## [Task brief]
Only the number is needed. Please count the lines below in which the word "names" occurs.

## [Exercise inputs]
◇ ◇ ◇ ◇ ◇
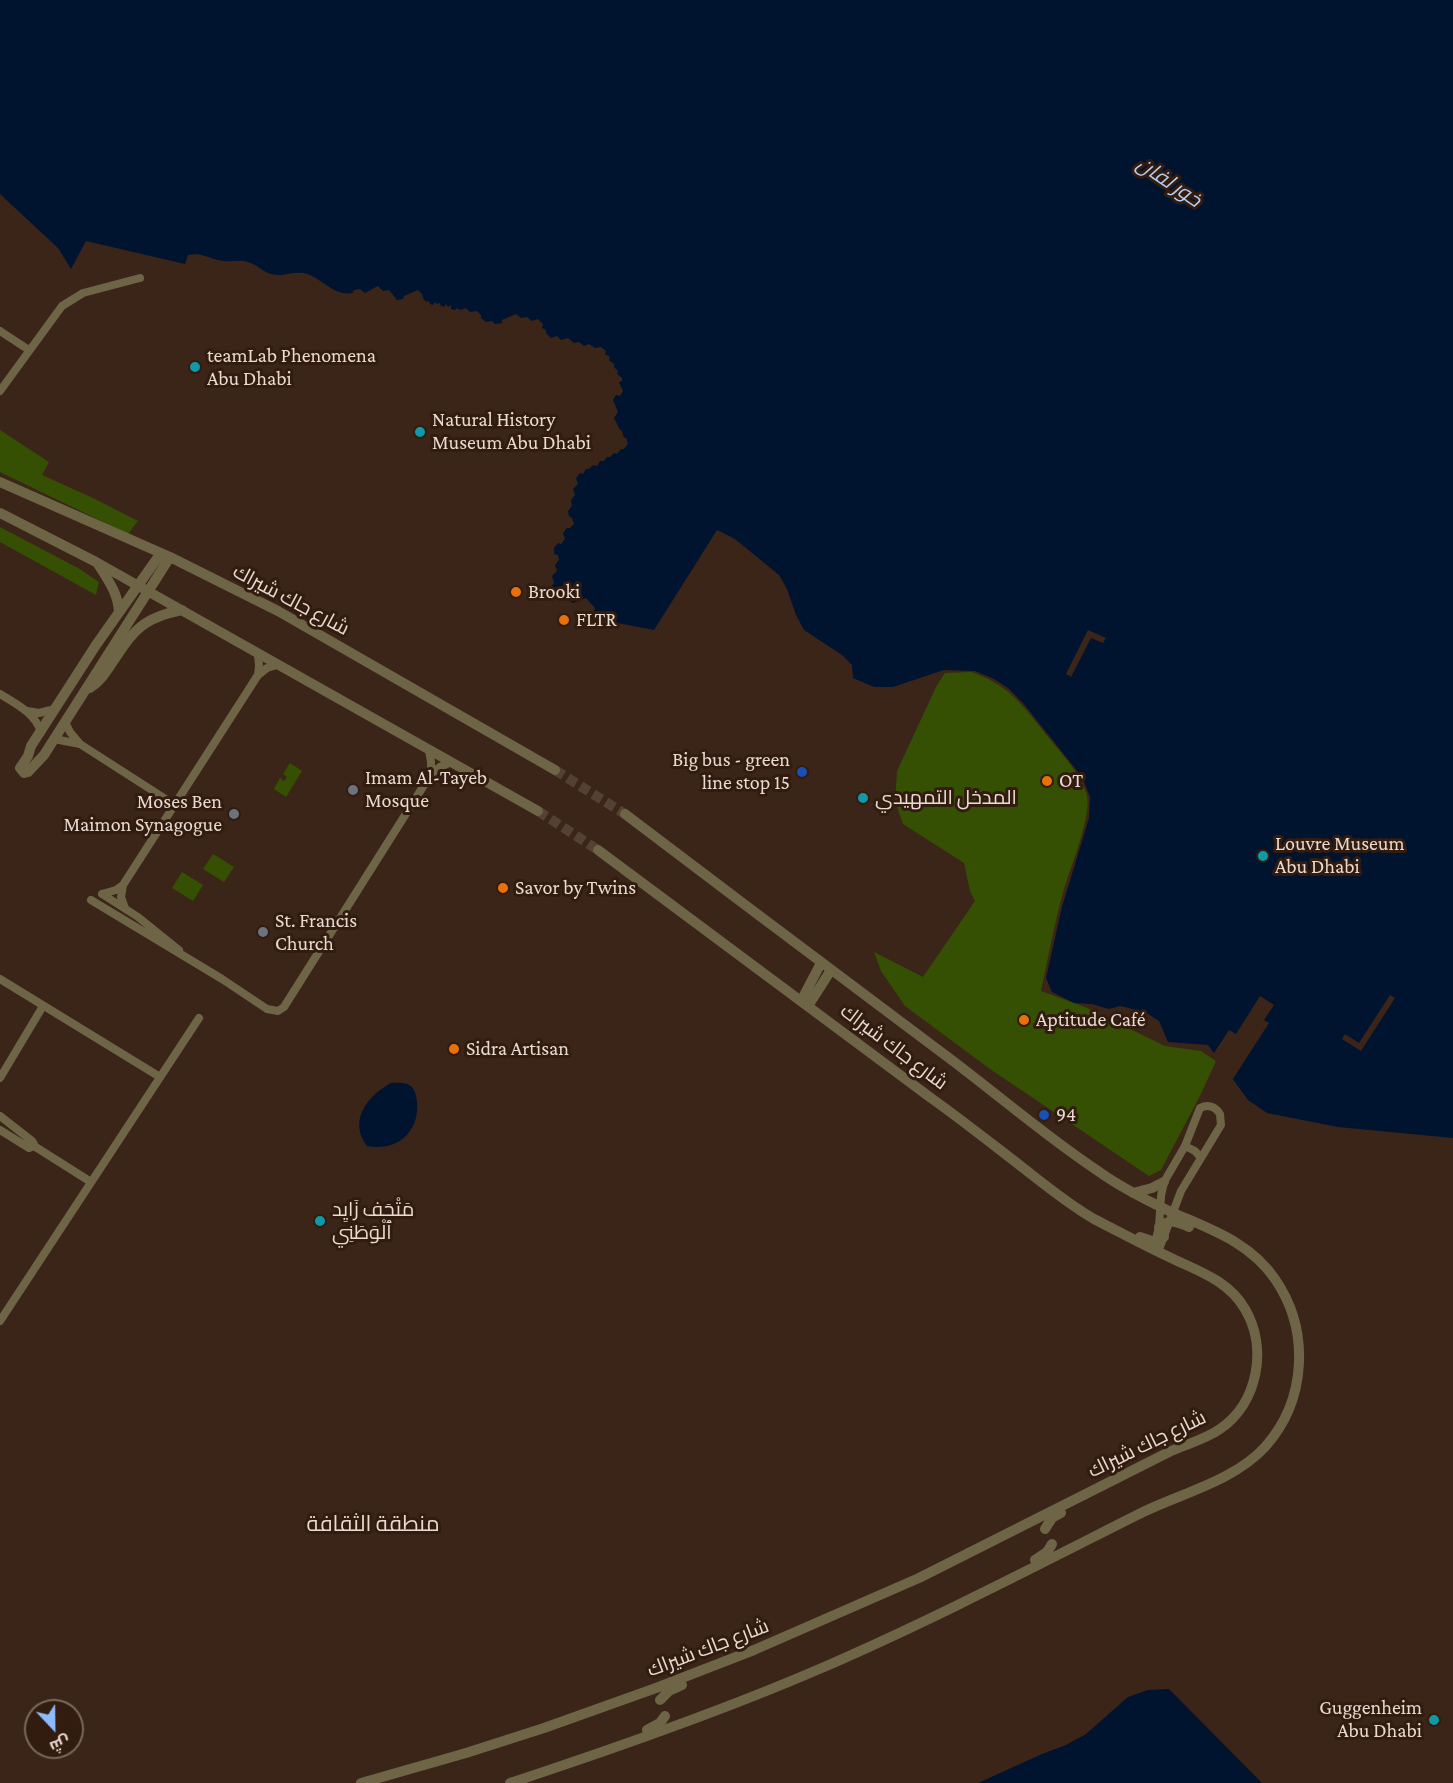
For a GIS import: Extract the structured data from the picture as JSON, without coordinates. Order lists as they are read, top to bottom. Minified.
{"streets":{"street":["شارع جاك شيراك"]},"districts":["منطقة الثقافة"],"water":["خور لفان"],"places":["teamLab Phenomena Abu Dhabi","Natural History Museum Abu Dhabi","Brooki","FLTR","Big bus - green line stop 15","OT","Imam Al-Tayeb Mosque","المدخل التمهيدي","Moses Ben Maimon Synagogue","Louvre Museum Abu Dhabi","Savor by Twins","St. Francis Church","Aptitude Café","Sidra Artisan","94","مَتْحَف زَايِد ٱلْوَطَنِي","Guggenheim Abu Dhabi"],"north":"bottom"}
◇ ◇ ◇ ◇ ◇
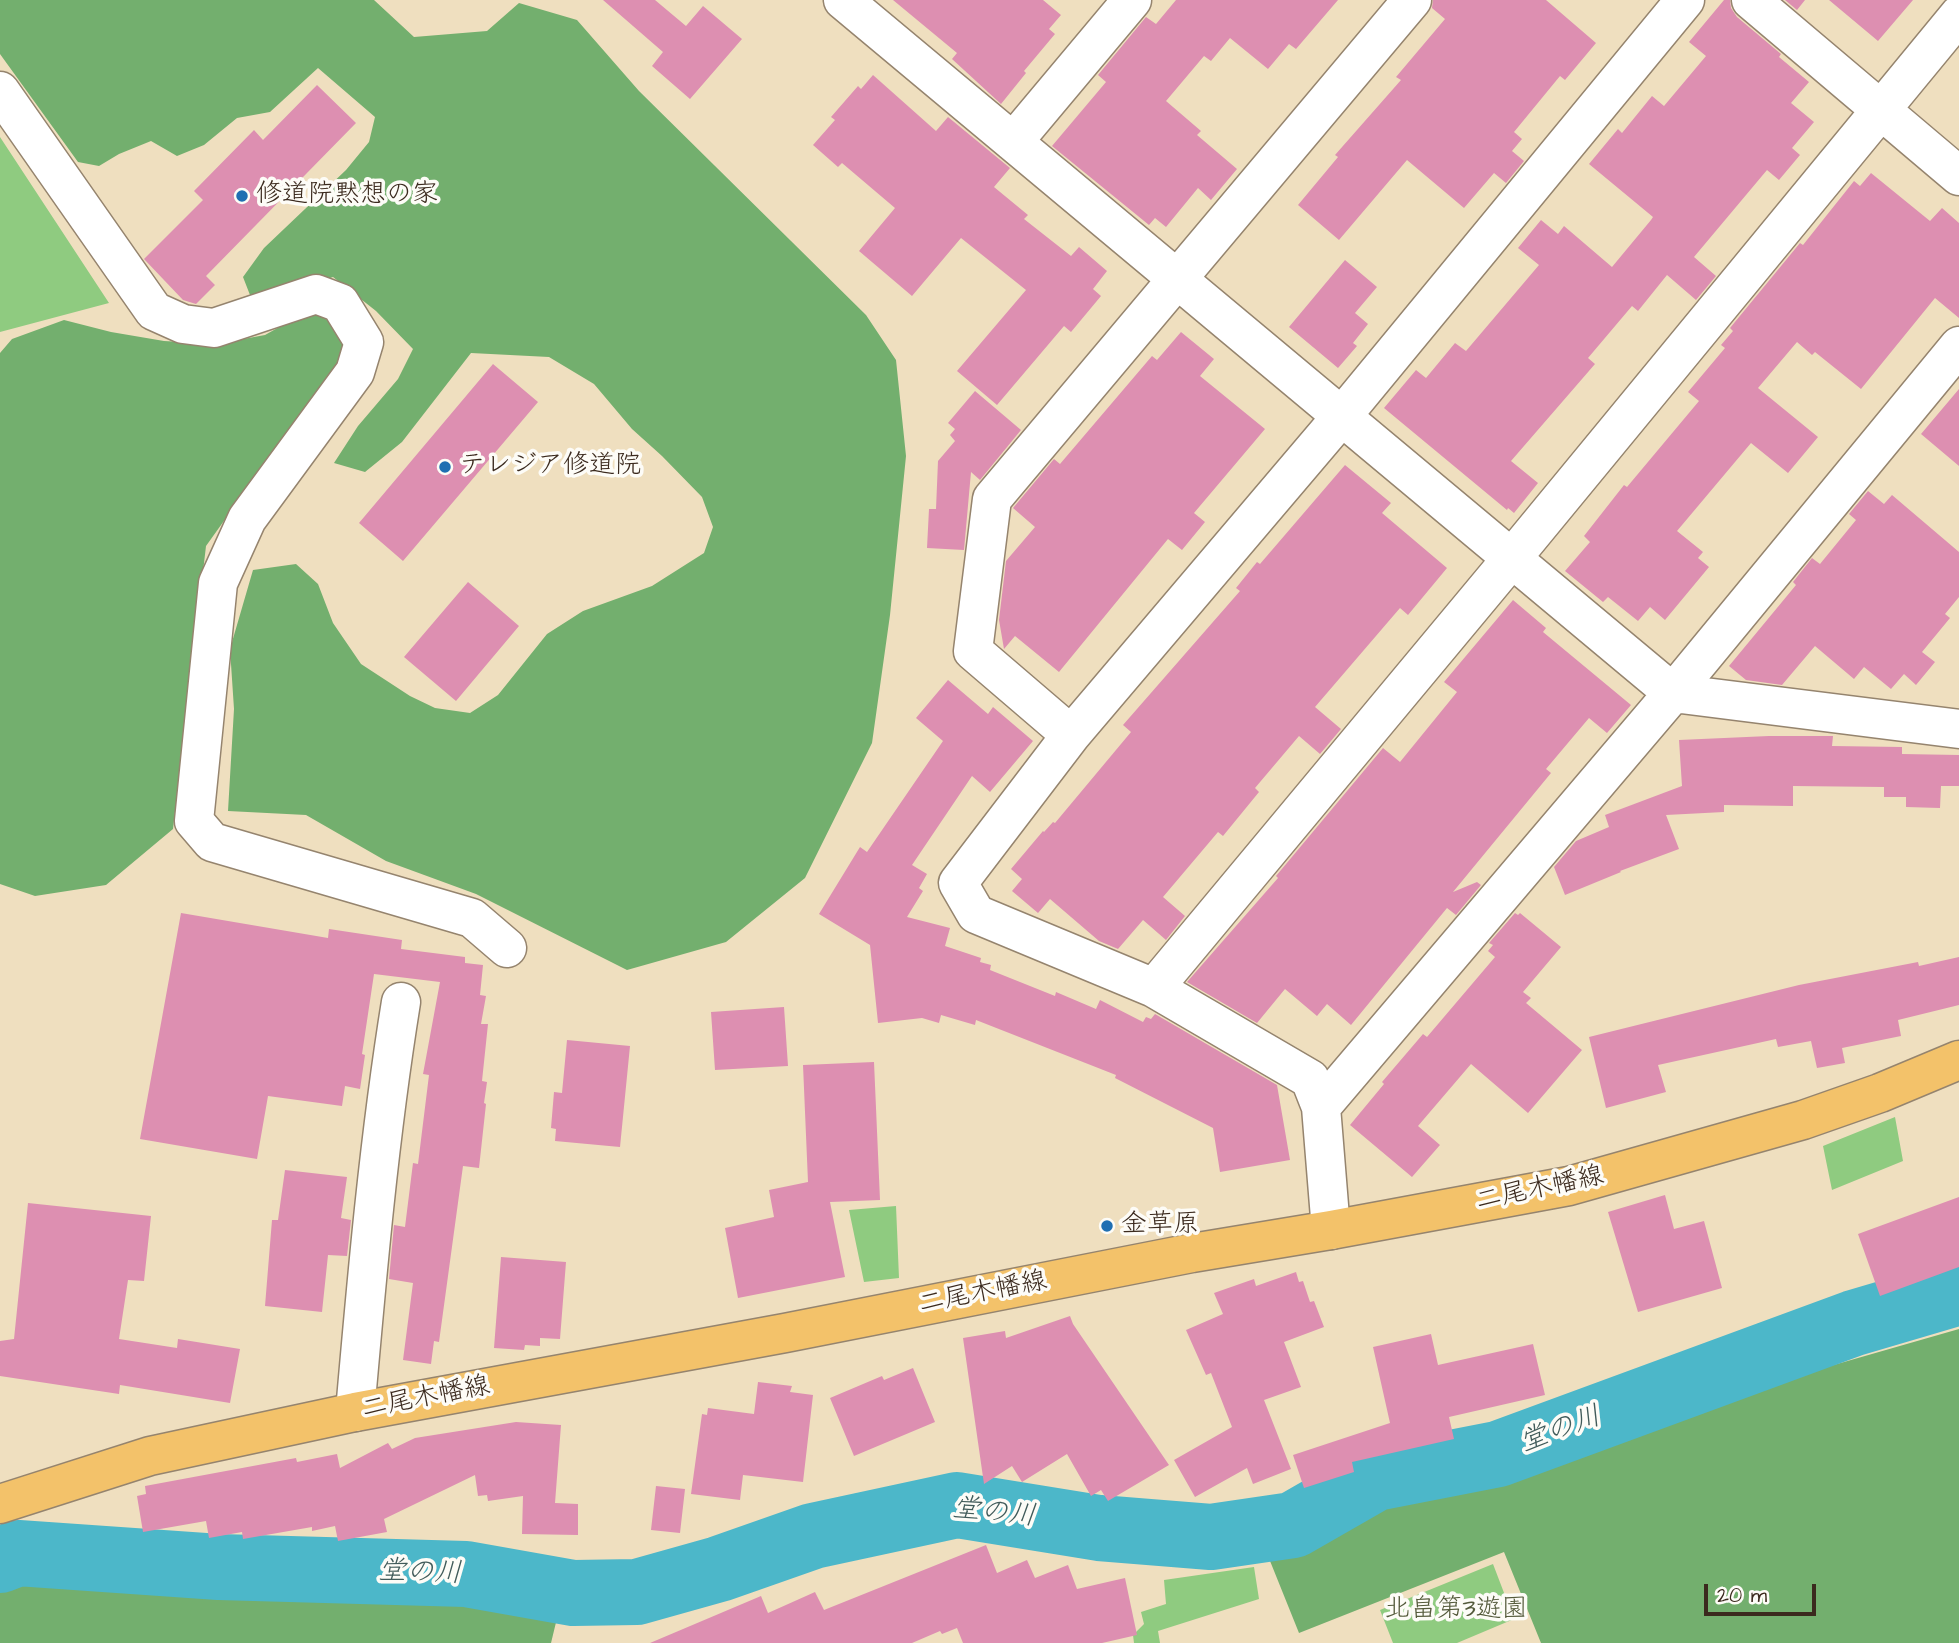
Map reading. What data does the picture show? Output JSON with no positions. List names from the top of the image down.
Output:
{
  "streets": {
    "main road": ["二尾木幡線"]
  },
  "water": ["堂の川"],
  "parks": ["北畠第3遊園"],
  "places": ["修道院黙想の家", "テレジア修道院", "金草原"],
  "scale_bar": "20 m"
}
◇ ◇ ◇ ◇ ◇
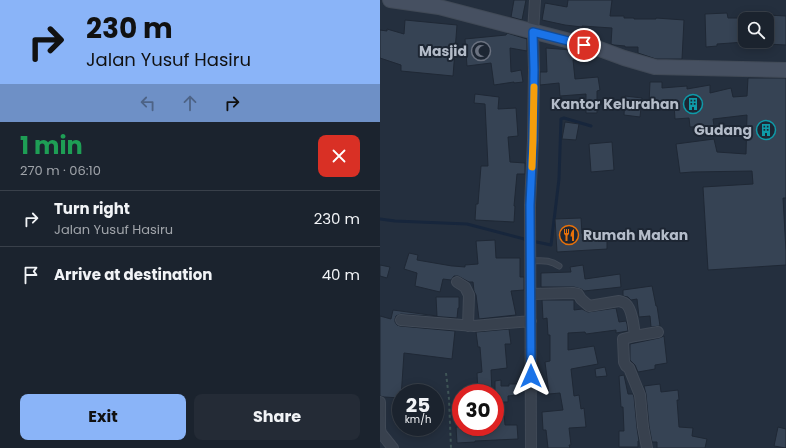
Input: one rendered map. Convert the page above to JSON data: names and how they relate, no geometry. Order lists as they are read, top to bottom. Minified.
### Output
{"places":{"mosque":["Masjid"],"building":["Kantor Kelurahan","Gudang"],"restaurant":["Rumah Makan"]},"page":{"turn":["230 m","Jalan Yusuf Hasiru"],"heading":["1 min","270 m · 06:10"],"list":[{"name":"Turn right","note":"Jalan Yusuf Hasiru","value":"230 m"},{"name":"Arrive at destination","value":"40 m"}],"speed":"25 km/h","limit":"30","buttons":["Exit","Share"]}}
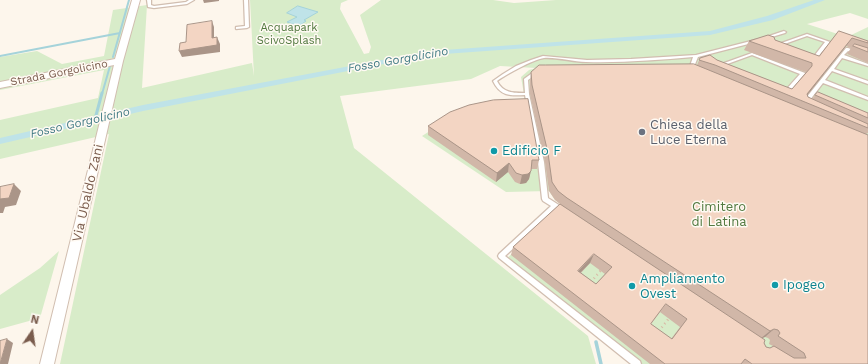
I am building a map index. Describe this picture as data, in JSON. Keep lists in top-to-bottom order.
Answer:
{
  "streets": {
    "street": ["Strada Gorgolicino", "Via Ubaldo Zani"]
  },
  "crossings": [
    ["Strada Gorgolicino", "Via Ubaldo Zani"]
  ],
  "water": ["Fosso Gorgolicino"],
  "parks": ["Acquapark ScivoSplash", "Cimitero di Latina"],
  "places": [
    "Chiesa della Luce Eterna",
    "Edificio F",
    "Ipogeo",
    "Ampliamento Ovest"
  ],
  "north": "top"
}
◇ ◇ ◇ ◇ ◇
## [Your solution]
2